In the course of the past 10 years, the industry has made great strides toward financial inclusion. As financial services continue to pivot away from a Wall Street-mindset towards a Silicon Valley-mindset, it will create more value for the customer and also more options in terms of financial services providers.
In addition to highly personalised neo banks, there will be a surge in ubiquitous lifestyle banking with financial services embedded into customers' lives - think Klarna, AliPay and Amazon Payments. As the next decade progresses, finance will be viewed more as a feature that is embedded in the transaction journey rather than as a standalone service. The benefits will be numerous - from greater innovation and diversification to financial inclusion, particularly in emerging markets and developing economies.
Data lies at the heart of this shift. Think about how data is already being used to ease customer pain points. Electric carmaker Tesla is looking into offering insurance. This isn’t because Tesla wants to become an insurance broker. It believes that by making the process of insuring its cars simpler it will make the buying and owning experience of cars fundamentally better.
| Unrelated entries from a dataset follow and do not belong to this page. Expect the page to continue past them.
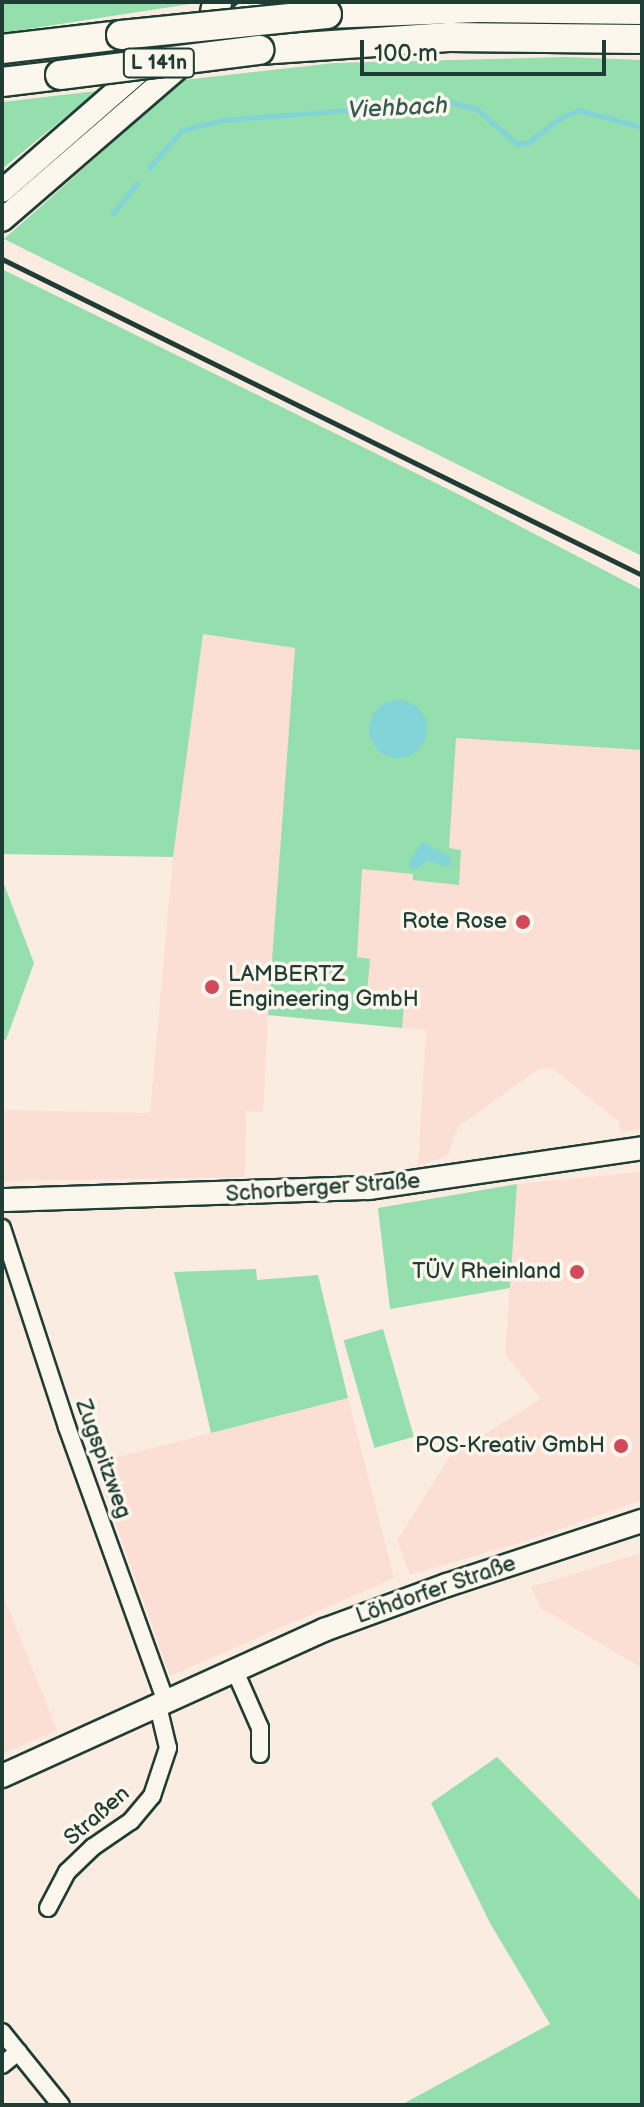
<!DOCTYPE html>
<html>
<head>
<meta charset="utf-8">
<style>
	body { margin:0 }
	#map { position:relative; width:644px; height:2107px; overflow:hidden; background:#fbece1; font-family:"Balsamiq Sans",sans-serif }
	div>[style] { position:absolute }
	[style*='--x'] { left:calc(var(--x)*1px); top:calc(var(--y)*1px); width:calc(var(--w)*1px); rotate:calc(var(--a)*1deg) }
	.built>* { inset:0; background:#fbded4 }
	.green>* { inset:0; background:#95dead; transform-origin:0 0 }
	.water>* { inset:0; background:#82d4d8 }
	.round { border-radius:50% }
	.stream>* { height:5px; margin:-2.5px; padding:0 2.5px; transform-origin:2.5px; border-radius:2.5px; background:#82d4d8 }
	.roads { filter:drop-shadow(2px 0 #1f3d34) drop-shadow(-2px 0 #1f3d34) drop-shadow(0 2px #1f3d34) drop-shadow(0 -2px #1f3d34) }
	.street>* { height:16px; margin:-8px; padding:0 8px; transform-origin:8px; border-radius:8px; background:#fbf7ec }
	.secondary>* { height:22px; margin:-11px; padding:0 11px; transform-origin:11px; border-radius:11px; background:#fbf7ec }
	.highway>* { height:28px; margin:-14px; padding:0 14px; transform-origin:14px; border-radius:14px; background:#fbf7ec }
	.rail>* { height:5px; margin:-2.5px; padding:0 2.5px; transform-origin:2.5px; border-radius:2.5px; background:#1f3d34 }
	.bridges { filter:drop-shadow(2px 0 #1f3d34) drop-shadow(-2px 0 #1f3d34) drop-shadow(0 2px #1f3d34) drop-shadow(0 -2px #1f3d34) }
	.highway-bridge>* { height:28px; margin:-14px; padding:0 14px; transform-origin:14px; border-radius:14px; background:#fbf7ec }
	.dots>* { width:22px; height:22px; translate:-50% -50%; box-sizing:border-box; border:4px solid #fbf7ec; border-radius:50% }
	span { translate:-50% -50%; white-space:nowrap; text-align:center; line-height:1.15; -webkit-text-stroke:7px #fbf7ec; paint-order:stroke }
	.shield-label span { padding:2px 6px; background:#fbf7ec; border:2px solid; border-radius:6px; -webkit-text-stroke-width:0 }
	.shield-label { font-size:20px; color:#1f3d34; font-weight:700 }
	.poi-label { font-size:22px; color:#1f3d34 }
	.right { translate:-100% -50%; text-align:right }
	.left { translate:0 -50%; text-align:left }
	.street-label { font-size:22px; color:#1f3d34 }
	.water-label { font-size:24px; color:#335b55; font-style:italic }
	.frame { position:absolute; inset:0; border:4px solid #1f3d34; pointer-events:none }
	.scale { position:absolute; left:360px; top:40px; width:246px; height:36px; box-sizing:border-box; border:4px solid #1f3d34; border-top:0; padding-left:10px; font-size:24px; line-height:28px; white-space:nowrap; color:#1f3d34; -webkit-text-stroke:6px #fbf7ec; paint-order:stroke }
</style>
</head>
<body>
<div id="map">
	<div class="built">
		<div style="clip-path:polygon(203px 633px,425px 669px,642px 750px,642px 1128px,622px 1132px,618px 1121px,552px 1068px,537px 1070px,458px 1127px,448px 1155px,418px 1166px,426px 1030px,268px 1015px,263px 1112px,246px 1111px,245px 1177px,2px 1181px,2px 1110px,150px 1113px,173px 857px)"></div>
		<div style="clip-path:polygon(642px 1172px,642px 1500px,528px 1540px,410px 1575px,397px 1541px,450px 1456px,541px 1399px,505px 1354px,517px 1184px)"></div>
		<div style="clip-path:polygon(348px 1398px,394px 1578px,170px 1676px,94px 1463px)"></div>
		<div style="clip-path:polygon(642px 1553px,642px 1668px,541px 1608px,531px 1587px)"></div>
		<div style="clip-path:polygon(2px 1592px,57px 1730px,2px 1754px)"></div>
	</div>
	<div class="green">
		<div style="clip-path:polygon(12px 2px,203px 2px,2px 33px,2px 5px)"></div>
		<div style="clip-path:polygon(566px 57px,642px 60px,642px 556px,4px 239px,183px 80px,334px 63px)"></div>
		<div style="clip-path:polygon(97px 91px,2px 169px,2px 102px)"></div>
		<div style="clip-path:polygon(2px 269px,460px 495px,642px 590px,642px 750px,456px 738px,449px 848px,461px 850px,459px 885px,413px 880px,413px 874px,362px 869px,357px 957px,370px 959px,366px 1003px,404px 1006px,402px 1028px,268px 1015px,295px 648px,203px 634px,173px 857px,2px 854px)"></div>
		<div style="clip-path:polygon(2px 879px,34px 963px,6px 1040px,2px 1039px)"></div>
		<div style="clip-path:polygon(517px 1184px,510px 1288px,390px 1309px,378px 1208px)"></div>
		<div style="clip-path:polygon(256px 1269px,257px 1280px,318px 1275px,348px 1398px,211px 1433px,174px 1272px)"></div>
		<div style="left:383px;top:1329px;width:112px;height:41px;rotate:74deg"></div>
		<div style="clip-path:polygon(497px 1757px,642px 1902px,642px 2105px,401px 2105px,550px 2024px,490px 1923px,431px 1803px)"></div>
	</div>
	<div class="water">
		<div class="round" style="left:369px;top:700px;width:58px;height:58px"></div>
		<div style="clip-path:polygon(424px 843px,451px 857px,449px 868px,428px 861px,414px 870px,408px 865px,420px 844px)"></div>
	</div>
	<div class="stream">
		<div style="--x:149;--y:168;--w:50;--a:-49"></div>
		<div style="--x:182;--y:130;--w:42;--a:-13.7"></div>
		<div style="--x:223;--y:120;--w:229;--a:-4.5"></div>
		<div style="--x:451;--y:102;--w:27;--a:15"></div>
		<div style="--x:477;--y:109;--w:53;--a:41.2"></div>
		<div style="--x:517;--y:144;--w:12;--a:-9"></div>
		<div style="--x:529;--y:142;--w:37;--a:-38"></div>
		<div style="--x:558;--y:119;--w:22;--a:-24"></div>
		<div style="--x:578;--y:110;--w:66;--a:14.9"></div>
		<div style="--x:113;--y:213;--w:38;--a:-51"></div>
	</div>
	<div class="roads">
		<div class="street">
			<div style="--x:2;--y:1228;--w:209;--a:71.9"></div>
			<div style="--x:67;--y:1427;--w:292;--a:70.2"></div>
			<div style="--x:235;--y:1671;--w:62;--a:66.3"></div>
			<div style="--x:260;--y:1728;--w:26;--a:90"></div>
			<div style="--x:48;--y:1908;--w:41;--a:-62.2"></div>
			<div style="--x:67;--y:1872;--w:36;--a:-44"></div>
			<div style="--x:93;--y:1847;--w:46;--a:-34.4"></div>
			<div style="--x:131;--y:1821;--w:33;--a:-50"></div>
			<div style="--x:152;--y:1796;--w:51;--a:-71.6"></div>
			<div style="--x:168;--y:1748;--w:43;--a:-103.4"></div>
			<div style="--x:2;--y:2032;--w:94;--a:51.1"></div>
			<div style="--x:2;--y:2065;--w:21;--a:-39"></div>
		</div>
		<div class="secondary">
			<div style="--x:228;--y:27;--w:39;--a:-40"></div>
			<div style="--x:2;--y:191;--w:251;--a:-41.1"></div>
			<div style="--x:2;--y:220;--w:251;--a:-40.8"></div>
			<div style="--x:2;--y:1200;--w:367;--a:-1.9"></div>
			<div style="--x:369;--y:1188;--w:276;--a:-8.3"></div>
			<div style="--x:2;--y:1776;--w:354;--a:-24.4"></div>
			<div style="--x:324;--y:1630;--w:131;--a:-20.1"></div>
			<div style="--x:447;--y:1585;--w:205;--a:-18.2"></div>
		</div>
		<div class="highway">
			<div style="--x:327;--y:14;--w:151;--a:-2.3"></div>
			<div style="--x:478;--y:8;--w:164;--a:0.7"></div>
			<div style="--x:2;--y:49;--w:120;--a:-6.7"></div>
			<div style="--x:259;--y:50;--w:190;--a:-3.9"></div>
			<div style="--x:449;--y:37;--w:193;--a:0.6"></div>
			<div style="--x:198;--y:51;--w:24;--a:-57"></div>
			<div style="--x:211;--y:31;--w:30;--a:-78"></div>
			<div style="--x:2;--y:82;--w:58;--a:-6.9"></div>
		</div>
	</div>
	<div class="rail">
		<div style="--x:2;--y:259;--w:714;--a:26.28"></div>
	</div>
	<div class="bridges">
		<div class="highway-bridge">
			<div style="--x:121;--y:35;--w:207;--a:-5.8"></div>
			<div style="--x:60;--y:75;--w:201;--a:-7.2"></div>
		</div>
	</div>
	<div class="dots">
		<div style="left:523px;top:922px;background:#d1495b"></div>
		<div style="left:212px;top:987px;background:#d1495b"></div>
		<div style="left:577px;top:1272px;background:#d1495b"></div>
		<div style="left:621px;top:1446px;background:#d1495b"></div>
	</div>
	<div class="shield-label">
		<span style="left:159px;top:63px">L 141n</span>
	</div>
	<div class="poi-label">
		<span class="right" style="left:507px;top:922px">Rote Rose</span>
		<span class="left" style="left:228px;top:987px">LAMBERTZ<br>Engineering GmbH</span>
		<span class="right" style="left:561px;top:1272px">TÜV Rheinland</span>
		<span class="right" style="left:605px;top:1446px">POS-Kreativ GmbH</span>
	</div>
	<div class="street-label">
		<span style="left:323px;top:1188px;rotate:-4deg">Schorberger Straße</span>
		<span style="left:103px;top:1459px;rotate:70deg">Zugspitzweg</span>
		<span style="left:436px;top:1590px;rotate:-19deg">Löhdorfer Straße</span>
		<span style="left:97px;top:1816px;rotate:-41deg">Straßen</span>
	</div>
	<div class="water-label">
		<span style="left:398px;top:108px;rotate:-3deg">Viehbach</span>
	</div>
	<div class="frame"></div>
	<div class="scale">100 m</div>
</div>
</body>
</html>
Klarna, the point-of-sale credit service, is another example. It helps people buy what they want on credit as part of the purchase to reduce the friction of the transaction
Banks will be able to use the data they collect to help people spend their money better – perhaps by offering price comparison services for utilities or insurance along with switching. They will be able to ensure businesses take out the right-sized loans to let them expand profitably without being overburdened. And they will be able to personalise what they offer to individual customers - individuals or businesses - to help them reach their unique goals. Using technology, retail banking may start to have some of the same features previously only available in personal banking for high net worth individuals but at far lower cost and with lower barriers to entry.
These developments are made possible by open ecosystems that allow banks to pick and choose which technologies they leverage to help them provide the services their customers want at a cost and operational complexity that is attractive. And Mambu will continue to enable both the new entrants and the traditional financial institutions make banking better over the next decade.